■ WHAT THE TASK ASKS ■
What you return should be the lines of the data containing "grid", each in full.

== INPUT DATA ==

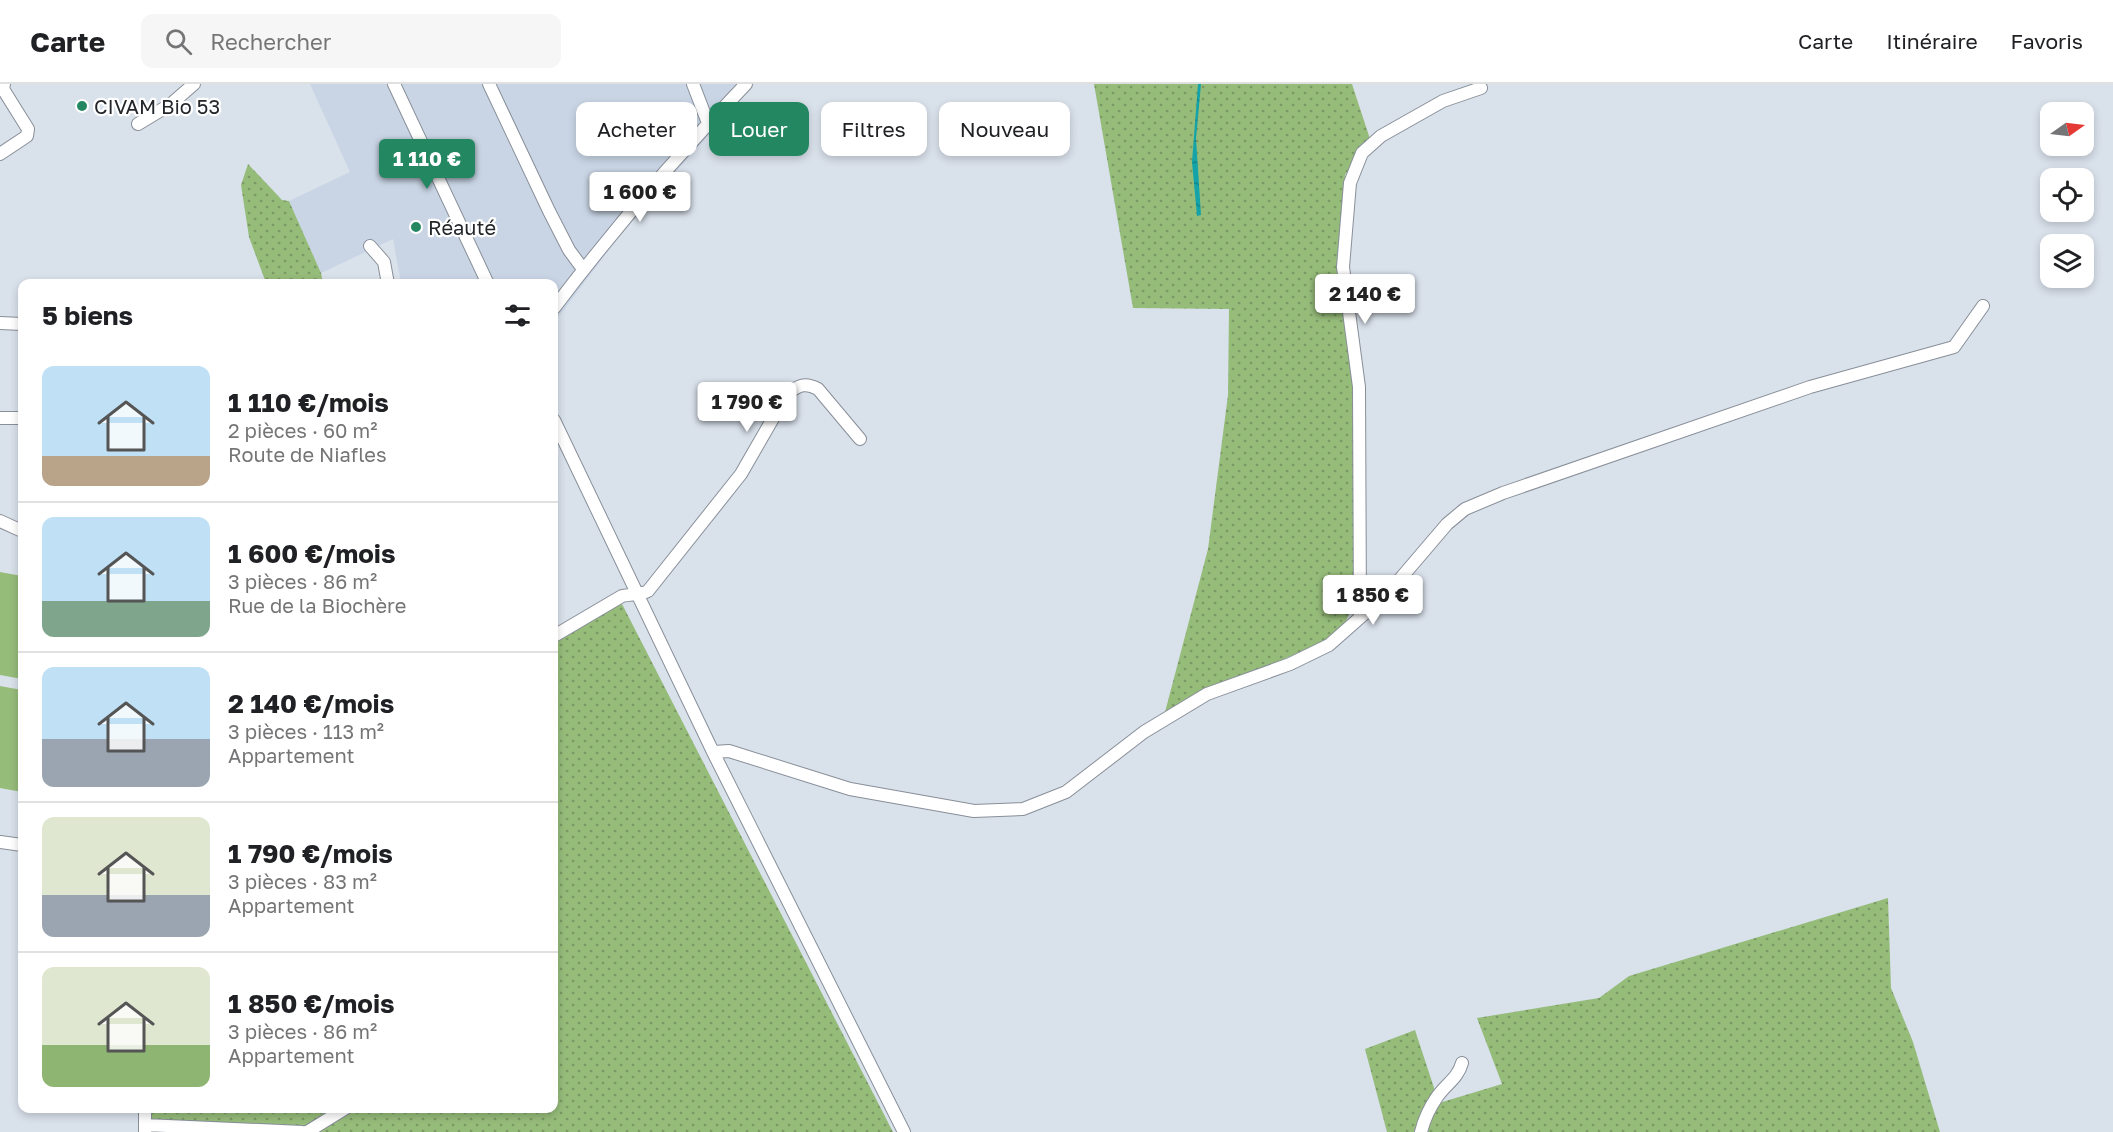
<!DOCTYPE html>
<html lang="fr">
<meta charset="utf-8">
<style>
:root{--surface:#fff;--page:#f6f6f6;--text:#202124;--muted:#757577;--line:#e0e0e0;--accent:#238761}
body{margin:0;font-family:"Golos Text",sans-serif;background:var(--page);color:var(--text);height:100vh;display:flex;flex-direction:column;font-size:22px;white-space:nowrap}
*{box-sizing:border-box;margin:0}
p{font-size:20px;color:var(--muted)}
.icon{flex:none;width:33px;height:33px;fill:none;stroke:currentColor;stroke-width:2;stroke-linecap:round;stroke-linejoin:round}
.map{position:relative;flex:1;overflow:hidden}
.side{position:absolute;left:18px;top:195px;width:540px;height:834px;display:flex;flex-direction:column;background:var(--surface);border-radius:12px;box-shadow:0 3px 9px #0003}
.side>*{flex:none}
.guide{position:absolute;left:576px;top:18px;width:570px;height:54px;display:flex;gap:12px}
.needle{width:39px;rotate:76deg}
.tools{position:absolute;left:2040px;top:18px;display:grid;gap:12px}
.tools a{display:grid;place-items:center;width:54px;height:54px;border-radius:12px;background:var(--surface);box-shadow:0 3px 9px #0003;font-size:30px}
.price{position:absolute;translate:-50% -51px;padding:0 14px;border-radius:6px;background:#fff;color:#222;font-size:20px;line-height:39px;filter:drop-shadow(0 2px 3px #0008)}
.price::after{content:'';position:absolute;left:50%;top:36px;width:18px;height:14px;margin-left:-9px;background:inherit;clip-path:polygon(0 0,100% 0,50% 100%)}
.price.selected{background:var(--accent);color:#fff}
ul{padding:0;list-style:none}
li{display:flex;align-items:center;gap:18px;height:150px;padding:0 24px}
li+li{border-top:2px solid var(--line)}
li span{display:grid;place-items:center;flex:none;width:168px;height:120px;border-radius:12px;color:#555}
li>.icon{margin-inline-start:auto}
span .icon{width:72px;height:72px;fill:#fffc;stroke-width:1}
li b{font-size:26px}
h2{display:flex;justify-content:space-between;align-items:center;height:72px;padding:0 24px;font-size:26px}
.chip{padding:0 21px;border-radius:12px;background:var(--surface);box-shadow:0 3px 9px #0003;font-size:21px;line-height:54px}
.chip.selected{background:var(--accent);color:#fff}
header{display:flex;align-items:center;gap:36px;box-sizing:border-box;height:84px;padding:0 30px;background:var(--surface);border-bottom:2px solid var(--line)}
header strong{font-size:28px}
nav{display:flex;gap:33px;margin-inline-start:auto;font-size:21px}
.search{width:420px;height:54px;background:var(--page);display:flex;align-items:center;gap:15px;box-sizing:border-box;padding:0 21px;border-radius:12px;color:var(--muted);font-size:22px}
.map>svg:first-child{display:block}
.built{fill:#c9d5e5}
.grass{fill:url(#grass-dots)}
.park{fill:#96bc7a}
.water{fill:url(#water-ripples)}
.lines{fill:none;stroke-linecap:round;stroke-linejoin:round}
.minor-casing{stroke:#888f99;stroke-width:14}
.minor{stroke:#fff;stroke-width:12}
.poi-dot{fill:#238761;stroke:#fff;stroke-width:2}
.labels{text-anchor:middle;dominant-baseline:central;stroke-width:4.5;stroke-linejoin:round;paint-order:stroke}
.poi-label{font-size:20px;fill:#23262a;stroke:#fff;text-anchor:start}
</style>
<header>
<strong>Carte</strong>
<div class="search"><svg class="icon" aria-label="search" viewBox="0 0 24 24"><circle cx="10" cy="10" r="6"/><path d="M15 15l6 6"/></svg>Rechercher</div>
<nav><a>Carte</a><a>Itinéraire</a><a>Favoris</a></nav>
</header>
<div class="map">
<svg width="2113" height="1048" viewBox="0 0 2113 1048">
<defs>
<pattern id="grass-dots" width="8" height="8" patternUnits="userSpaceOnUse" patternTransform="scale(1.5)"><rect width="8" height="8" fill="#96bc7a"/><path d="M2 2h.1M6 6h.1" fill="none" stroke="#7a9964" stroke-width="1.8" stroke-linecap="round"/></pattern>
<pattern id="water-ripples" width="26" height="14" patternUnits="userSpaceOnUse" patternTransform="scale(1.5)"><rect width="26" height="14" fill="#13a3a8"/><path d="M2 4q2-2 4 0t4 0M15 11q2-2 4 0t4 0" fill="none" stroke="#118589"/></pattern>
</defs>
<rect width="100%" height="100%" fill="#d9e1eb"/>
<path class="built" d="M310,0h444l-134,151 -66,88v-39l-153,-1 -8,-44 -72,34 -32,-72 61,-29z"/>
<path class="grass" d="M1094,0h258l18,55 -25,36 -4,89 16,146v187l-17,37 -175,78 43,-163 20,-154 1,-86 -96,-1z
M248,80l34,36 7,1 32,72 2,10h-57l-17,-46 -8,-52z
M622,520l271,528h-755v-23l416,-1v-467l44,-27z
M1888,814l3,90 22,54 27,90h-553l-22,-83 50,-19 24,73 63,-19 -25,-66 122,-20 30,-22z"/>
<path class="park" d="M0,488l22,4v103l-22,-4z
M0,602l22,4v102l-22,-4z"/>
<path class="water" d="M1198,0h3l-5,55 5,76 -4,1 -5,-54z"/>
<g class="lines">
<defs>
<path id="minor" d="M394,0l94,200
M489,0l60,127 20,39 14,19
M693,0l15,39
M138,40l33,-20 23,-20
M0,70l27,-18 1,-7 -25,-40 1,-5
M370,162l14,16 4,22
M554,224c60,-79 123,-153 192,-224
M0,239l22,1
M0,334h22
M554,336l159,332 191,380
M0,437l22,10
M1360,533l-1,-230 -16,-120 7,-84 12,-30 19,-17 62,-35 38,-13
M554,552l68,-40c9,-2 18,-1 26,-5l93,-117 46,-80c12,-9 18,-12 31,-5l42,50
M713,668l16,-1 121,38 124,22 49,-2 43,-17 78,-60 63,-38 83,-30 39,-19 60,-53 58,-68 18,-15 38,-16 307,-106 144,-40 29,-41
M0,758l22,3
M145,1024v23
M145,1041l157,7
M307,1048l39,-24
M1421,1048c3,-12 9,-25 16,-35 9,-13 21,-19 25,-34"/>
</defs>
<use href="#minor" class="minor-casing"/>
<use href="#minor" class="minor"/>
</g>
<g class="poi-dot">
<circle cx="82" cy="22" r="6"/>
<circle cx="416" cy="143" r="6"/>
</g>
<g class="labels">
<g class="poi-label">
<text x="94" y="22">CIVAM Bio 53</text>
<text x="428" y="143">Réauté</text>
</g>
</g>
</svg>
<div class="tools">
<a><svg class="needle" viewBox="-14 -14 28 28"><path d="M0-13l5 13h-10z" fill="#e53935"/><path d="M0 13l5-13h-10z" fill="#757577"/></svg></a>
<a><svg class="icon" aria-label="locate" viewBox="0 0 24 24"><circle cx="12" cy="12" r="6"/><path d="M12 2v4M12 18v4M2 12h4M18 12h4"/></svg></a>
<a><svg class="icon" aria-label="layers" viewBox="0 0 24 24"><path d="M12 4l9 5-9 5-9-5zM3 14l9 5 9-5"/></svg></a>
</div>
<b class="price selected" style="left:427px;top:106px">1 110 €</b>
<b class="price" style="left:640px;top:139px">1 600 €</b>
<b class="price" style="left:1365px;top:241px">2 140 €</b>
<b class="price" style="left:747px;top:349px">1 790 €</b>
<b class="price" style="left:1373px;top:542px">1 850 €</b>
<div class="guide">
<a class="chip">Acheter</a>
<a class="chip selected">Louer</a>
<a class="chip">Filtres</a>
<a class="chip">Nouveau</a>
</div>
<section class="side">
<h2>5 biens<svg class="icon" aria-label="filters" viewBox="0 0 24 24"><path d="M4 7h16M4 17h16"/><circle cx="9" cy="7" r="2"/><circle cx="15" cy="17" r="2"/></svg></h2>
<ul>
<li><span style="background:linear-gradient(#bfe0f5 75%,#b9a48a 0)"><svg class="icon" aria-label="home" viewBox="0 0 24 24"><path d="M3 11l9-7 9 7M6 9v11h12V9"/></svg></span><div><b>1 110 €/mois</b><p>2 pièces · 60 m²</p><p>Route de Niafles</p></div></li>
<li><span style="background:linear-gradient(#bfe0f5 70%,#7fa58c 0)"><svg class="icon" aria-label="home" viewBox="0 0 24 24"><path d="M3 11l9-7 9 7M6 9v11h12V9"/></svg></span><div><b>1 600 €/mois</b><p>3 pièces · 86 m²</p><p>Rue de la Biochère</p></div></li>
<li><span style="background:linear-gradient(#bfe0f5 60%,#9aa5b1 0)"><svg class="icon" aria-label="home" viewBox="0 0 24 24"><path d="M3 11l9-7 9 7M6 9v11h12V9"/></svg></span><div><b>2 140 €/mois</b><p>3 pièces · 113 m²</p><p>Appartement</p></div></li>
<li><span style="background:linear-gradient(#dfe7d0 65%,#9aa5b1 0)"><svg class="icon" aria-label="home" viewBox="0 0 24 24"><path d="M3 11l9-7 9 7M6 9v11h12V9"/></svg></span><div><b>1 790 €/mois</b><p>3 pièces · 83 m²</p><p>Appartement</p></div></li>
<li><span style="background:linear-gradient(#dfe7d0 65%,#8fb573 0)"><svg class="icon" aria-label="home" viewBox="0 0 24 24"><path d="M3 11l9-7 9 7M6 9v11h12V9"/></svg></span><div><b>1 850 €/mois</b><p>3 pièces · 86 m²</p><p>Appartement</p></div></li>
</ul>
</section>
</div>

===

■ OUTPUT FOR THIS TASK ■
.tools{position:absolute;left:2040px;top:18px;display:grid;gap:12px}
.tools a{display:grid;place-items:center;width:54px;height:54px;border-radius:12px;background:var(--surface);box-shadow:0 3px 9px #0003;font-size:30px}
li span{display:grid;place-items:center;flex:none;width:168px;height:120px;border-radius:12px;color:#555}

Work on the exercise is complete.